Ces fonctionnalités sont de quatre catégories :

Mémoire cloisonnée. Possibilité de cloisonner et de cacher les pages de la mémoire principale pour qu'aucune application "Palladium" ne puisse être modifiée ou observée par aucune autre application ou même par le système d'exploitation lui-même.

Attestation. Capacité d'un programme à signer numériquement ou à attester des données et à garantir ensuite au destinataire de ces données signées que celles-ci ont été construites par une pile logicielle infalsifiable et identifiée grâce à un procédé de chiffrement.

Stockage scellé. Capacité à stocker des informations afin qu'une application "Palladium" puisse imposer que les informations en question ne soient accessibles qu'uniquement à elle-même ou à un ensemble d'autres composants logiciels approuvés et identifiables par un procédé de chiffrement.

Entrée et sortie sécurisées. Chemin sécurisé entre le clavier et la souris jusqu'aux applications "Palladium", et chemin sécurisé depuis les applications "Palladium" jusqu'à une zone de l'écran.

Il est très important de noter que le projet précise explicitement que l’utilisateur maîtrise toujours l’activation du mode "Palladium" sur son PC, qui n’est jamais mis en service par défaut ; de plus, "Palladium" présente un modèle de contrôle d’accès qui permet à l’utilisateur de spécifier si le noyau "Palladium" a le droit ou non d’appeler une opération de sécurité spécifique. Ceci a pour conséquence que l’utilisateur a toujours la possibilité de contrôler et de savoir quels sont les éléments de l’espèce de "coffre fort électronique" que permet de mettre en place "Palladium" qui sont accessibles ou non depuis l’extérieur. En outre, les éléments qui pourraient révéler des informations susceptibles d’identifier une machine ne sont pas accessibles à partir du logiciel : il n’est donc pas possible depuis un logiciel s’exécutant sur un PC "Palladium" de retrouver l’identité de l’utilisateur à partir de l’identification de la machine.
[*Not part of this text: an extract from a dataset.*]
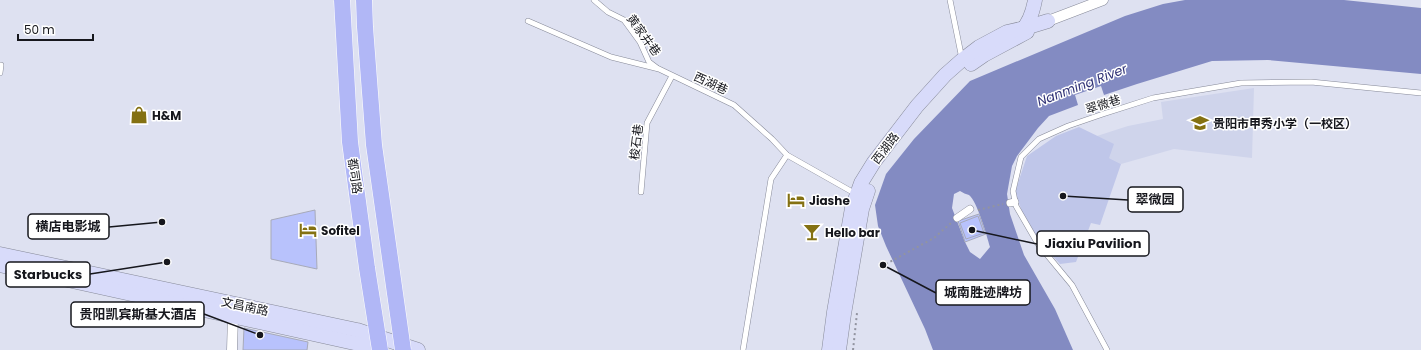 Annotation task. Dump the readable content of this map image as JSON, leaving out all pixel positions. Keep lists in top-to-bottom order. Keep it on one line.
{"streets":{"main road":["西湖路","都司路","文昌南路"],"lane":["黄家井巷","西湖巷","翠微巷","梭石巷"]},"crossings":[["黄家井巷","西湖巷"],["西湖巷","梭石巷"],["西湖巷","西湖路"],["都司路","文昌南路"]],"water":["Nanming River"],"places":{"shop":["H&M"],"school or university":["贵阳市甲秀小学（一校区）"],"other":["翠微园","横店电影城","Jiaxiu Pavilion","Starbucks","城南胜迹牌坊","贵阳凯宾斯基大酒店"],"hotel":["Jiashe","Sofitel"],"bar":["Hello bar"]},"scale_bar":"50 m"}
Enfin, "Palladium" n’est pas un système dont l’objet est de permettre la protection du copyright. De tels systèmes existent déjà aujourd’hui sans "Palladium". La possibilité de copier, transférer et partager de la musique, des films ou d’autres contenus numériques protégés par le droit du copyright tire son existence de la technologie mais ce n’est certainement pas à cette technologie de décider des règles qui s’appliquent : il appartient au législateur de décider, en fin de compte, comment le contenu numérique doit être accédé et partagé et, en aucune façon, à Microsoft ou à "Palladium".

Pour autant, une telle explication technique ne saurait mettre fin au débat. Car, comme l’indique fort justement l’auteur de l’article du Monde, les interrogations que suscite "Palladium" embrassent des dimensions qui vont bien au-delà de la technologie pure pour porter le débat au niveau sociétal.
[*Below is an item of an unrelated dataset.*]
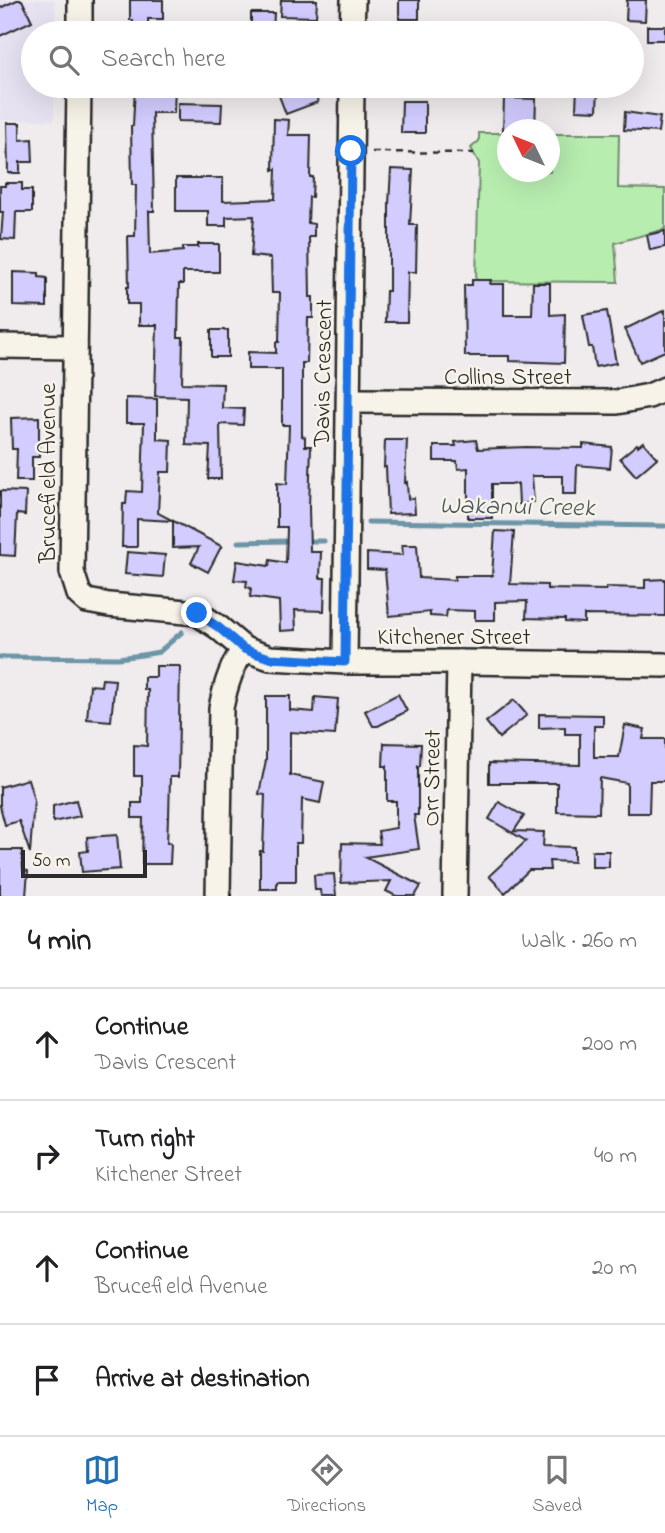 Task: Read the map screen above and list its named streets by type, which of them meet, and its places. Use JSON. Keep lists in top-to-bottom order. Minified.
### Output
{"streets":{"street":["Davis Crescent","Collins Street","Brucefield Avenue","Kitchener Street","Orr Street"]},"crossings":[["Davis Crescent","Collins Street"],["Davis Crescent","Kitchener Street"],["Brucefield Avenue","Kitchener Street"],["Kitchener Street","Orr Street"]],"water":["Wakanui Creek"],"scale_bar":"50 m","north":"top left","page":{"search":"Search here","scale":"50 m","heading":["4 min","Walk · 260 m"],"list":[["Continue","Davis Crescent","200 m"],["Turn right","Kitchener Street","40 m"],["Continue","Brucefield Avenue","20 m"],"Arrive at destination"],"nav":["Map","Directions","Saved"]}}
Dans le cyberespace comme dans le monde réel, il existe un continuum entre deux  modèles extrêmes – d’aucuns diraient extrémistes – de la société : celui d’une société qui garantirait le respect absolu de la vie privée de chaque citoyen grâce à la préservation inconditionnelle de son anonymat et celui d’une société parfaitement sécuritaire où le moindre geste de chacun d’entre-nous serait enregistré et où aucun de nos actes ne saurait prétendre à un quelconque anonymat.

Un examen (trop) rapide de "Palladium" pourrait laisser penser que, grâce à sa technologie, le "curseur" peut se situer à n’importe quel endroit de ce continuum. Et c’est à ce niveau précis que le débat quitte la technologie pour rentrer de plein pied dans le sociétal. Car "Palladium", comme l’indique l’auteur de l’article du journal Le Monde, "engage des choix de société et pose des questions de souveraineté nationale."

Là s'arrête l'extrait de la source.